GOAL OF THE EXERCISE: Pull every line holding the word "water" out of the data and copy it.

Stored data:
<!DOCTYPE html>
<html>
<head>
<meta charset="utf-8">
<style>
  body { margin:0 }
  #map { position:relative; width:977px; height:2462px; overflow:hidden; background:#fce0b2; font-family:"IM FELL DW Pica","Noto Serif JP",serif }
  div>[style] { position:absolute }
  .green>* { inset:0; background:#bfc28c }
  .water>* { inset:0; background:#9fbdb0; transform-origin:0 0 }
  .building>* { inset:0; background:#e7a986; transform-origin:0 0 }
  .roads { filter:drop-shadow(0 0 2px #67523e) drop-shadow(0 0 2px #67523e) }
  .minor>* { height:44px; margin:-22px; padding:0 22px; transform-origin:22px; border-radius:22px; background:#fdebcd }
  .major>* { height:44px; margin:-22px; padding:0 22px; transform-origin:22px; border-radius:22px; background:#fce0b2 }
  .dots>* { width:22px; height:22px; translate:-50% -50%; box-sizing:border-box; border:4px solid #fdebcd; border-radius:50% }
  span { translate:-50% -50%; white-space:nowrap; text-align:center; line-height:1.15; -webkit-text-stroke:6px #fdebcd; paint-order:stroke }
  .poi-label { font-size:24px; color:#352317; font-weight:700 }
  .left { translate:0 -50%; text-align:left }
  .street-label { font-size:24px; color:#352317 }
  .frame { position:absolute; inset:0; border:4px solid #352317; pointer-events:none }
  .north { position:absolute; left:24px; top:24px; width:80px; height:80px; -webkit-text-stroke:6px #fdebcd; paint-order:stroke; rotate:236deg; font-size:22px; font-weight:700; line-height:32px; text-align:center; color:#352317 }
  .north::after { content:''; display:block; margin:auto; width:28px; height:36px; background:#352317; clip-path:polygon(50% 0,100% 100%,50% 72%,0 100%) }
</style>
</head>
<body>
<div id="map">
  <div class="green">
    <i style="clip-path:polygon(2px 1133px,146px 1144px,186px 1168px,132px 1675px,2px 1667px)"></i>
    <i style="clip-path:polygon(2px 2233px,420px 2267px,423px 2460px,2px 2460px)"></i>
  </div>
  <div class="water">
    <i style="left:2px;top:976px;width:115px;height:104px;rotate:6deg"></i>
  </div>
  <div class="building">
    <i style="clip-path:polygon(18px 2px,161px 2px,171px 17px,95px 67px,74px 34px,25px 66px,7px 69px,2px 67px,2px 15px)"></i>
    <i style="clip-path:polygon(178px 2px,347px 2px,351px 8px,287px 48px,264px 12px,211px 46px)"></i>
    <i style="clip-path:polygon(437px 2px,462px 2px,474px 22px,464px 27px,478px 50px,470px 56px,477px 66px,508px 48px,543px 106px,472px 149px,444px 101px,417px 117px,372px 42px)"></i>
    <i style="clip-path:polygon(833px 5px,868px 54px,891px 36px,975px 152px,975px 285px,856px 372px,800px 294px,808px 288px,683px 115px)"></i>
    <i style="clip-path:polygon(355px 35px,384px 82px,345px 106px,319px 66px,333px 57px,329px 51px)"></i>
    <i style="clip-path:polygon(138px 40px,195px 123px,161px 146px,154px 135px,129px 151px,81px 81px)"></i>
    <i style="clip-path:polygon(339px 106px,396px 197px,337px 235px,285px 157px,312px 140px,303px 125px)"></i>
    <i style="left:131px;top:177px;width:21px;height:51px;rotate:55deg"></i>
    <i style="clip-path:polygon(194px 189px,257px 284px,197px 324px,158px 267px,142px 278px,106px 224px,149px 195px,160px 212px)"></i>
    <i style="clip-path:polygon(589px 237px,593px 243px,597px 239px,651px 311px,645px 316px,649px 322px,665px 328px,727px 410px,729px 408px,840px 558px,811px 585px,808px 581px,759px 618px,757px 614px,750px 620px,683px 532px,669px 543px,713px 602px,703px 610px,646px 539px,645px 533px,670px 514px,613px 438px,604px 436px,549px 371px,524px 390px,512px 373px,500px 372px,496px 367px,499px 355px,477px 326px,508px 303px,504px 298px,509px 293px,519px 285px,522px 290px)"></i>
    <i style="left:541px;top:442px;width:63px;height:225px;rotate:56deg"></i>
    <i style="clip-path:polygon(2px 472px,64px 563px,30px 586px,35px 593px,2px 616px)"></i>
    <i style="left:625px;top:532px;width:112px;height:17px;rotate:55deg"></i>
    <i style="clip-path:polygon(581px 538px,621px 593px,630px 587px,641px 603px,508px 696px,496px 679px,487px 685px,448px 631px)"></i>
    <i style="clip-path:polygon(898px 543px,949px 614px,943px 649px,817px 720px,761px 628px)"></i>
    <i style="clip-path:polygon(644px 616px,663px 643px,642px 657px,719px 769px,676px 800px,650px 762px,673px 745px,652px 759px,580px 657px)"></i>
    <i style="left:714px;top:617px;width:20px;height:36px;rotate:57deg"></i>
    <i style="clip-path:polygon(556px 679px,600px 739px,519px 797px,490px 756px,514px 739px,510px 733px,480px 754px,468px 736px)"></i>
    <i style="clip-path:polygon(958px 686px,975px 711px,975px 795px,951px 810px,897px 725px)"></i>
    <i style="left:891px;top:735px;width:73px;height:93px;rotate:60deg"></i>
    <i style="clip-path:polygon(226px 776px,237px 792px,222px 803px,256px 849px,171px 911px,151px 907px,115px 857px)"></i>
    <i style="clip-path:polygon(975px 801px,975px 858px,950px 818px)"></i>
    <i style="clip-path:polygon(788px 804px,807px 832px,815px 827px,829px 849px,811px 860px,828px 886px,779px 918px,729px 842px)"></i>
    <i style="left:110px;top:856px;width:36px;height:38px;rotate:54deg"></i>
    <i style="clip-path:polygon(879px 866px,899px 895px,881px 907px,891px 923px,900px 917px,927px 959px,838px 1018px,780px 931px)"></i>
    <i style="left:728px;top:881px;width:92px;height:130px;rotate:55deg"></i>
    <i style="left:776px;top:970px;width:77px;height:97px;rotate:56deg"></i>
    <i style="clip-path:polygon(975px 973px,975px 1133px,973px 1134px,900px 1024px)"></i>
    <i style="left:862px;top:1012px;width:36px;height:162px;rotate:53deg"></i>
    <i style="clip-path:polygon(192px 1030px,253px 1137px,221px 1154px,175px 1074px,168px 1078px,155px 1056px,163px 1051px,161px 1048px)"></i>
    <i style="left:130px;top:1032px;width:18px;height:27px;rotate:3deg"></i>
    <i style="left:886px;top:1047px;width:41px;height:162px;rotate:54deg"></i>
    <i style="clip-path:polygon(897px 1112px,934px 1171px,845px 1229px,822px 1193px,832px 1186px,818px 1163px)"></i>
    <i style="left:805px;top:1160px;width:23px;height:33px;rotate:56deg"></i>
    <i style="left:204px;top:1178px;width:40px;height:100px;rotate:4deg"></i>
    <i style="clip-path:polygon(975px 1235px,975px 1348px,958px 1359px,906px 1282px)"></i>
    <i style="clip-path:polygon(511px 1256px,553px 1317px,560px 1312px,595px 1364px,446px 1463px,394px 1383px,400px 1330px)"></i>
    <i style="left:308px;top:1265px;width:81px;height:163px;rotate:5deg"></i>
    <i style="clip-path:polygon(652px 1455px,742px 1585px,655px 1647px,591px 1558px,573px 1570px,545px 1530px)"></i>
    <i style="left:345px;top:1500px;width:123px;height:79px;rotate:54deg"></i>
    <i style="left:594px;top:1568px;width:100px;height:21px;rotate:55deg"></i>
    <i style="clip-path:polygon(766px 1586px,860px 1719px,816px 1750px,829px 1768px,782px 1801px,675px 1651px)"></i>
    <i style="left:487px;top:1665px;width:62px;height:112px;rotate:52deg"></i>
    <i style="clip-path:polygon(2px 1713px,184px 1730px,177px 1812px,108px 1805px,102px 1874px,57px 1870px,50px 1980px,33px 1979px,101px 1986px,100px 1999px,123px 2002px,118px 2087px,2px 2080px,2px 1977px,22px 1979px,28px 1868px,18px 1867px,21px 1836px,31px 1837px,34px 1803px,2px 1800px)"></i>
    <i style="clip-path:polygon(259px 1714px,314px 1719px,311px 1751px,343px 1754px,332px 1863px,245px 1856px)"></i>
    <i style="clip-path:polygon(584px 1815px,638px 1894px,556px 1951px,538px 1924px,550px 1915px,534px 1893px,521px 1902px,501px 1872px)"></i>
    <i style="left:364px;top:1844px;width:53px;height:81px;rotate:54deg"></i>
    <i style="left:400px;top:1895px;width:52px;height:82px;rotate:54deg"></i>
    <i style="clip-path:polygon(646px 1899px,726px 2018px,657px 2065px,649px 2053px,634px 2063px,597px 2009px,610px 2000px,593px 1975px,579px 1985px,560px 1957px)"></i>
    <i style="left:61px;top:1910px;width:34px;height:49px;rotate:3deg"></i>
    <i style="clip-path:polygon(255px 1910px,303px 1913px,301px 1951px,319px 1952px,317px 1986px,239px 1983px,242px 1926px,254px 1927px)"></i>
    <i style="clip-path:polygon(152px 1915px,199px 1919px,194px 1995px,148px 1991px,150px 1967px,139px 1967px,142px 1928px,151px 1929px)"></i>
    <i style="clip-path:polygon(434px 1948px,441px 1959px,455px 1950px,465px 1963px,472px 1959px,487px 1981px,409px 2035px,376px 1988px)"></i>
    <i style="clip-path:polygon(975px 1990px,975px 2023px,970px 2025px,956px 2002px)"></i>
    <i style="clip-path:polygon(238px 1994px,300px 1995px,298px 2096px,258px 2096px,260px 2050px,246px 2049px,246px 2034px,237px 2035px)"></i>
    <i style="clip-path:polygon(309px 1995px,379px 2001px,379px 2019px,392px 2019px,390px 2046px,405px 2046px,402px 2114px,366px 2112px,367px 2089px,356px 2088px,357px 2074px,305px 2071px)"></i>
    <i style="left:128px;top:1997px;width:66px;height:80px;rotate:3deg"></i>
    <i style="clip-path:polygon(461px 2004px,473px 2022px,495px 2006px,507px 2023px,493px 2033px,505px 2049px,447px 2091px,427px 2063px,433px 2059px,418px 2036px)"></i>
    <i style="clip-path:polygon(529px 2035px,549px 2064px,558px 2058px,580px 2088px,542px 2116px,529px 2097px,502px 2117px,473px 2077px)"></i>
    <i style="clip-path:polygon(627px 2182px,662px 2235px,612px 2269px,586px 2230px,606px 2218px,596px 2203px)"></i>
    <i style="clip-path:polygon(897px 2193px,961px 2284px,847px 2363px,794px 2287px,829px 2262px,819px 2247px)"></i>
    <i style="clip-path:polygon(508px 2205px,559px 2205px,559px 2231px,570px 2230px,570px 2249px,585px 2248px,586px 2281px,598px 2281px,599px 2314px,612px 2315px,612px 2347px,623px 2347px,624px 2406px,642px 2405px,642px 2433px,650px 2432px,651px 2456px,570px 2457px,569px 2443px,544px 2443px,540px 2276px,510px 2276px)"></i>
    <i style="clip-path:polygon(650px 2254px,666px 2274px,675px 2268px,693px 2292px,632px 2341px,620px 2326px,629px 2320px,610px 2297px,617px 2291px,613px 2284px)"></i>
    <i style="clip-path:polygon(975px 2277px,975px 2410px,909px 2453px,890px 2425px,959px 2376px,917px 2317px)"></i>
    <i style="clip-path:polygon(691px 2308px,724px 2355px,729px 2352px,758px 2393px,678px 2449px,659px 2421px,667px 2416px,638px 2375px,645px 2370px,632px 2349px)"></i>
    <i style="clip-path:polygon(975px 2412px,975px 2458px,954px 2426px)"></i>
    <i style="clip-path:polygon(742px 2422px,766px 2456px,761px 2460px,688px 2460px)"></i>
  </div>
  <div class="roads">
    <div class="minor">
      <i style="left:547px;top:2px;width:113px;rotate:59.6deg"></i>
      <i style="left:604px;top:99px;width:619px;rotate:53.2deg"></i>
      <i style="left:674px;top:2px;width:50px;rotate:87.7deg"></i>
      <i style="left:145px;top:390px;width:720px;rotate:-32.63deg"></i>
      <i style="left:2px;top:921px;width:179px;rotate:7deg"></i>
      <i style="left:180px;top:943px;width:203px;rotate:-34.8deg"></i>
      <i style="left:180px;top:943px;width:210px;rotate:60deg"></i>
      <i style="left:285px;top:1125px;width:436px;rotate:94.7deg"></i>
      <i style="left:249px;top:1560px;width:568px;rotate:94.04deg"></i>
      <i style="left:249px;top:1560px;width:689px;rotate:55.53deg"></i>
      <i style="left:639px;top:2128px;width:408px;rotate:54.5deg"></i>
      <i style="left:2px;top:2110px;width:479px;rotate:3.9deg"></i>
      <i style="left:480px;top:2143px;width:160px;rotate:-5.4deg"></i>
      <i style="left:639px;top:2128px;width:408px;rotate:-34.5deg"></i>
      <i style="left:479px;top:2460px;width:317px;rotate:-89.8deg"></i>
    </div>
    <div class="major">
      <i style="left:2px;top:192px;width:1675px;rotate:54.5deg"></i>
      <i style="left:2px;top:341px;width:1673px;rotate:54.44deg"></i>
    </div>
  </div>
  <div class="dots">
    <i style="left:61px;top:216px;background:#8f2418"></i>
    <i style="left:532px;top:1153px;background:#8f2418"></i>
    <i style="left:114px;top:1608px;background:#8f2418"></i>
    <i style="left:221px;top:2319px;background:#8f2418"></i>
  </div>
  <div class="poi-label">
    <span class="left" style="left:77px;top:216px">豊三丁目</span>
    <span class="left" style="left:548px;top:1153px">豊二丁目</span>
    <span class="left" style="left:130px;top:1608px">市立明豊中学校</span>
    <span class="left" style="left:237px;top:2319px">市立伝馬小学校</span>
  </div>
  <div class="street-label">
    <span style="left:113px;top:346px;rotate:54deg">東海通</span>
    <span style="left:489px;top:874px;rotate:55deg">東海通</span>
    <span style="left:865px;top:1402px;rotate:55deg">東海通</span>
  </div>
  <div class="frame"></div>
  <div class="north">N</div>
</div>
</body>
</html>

SOLVED PROBLEM:
  .water>* { inset:0; background:#9fbdb0; transform-origin:0 0 }
  <div class="water">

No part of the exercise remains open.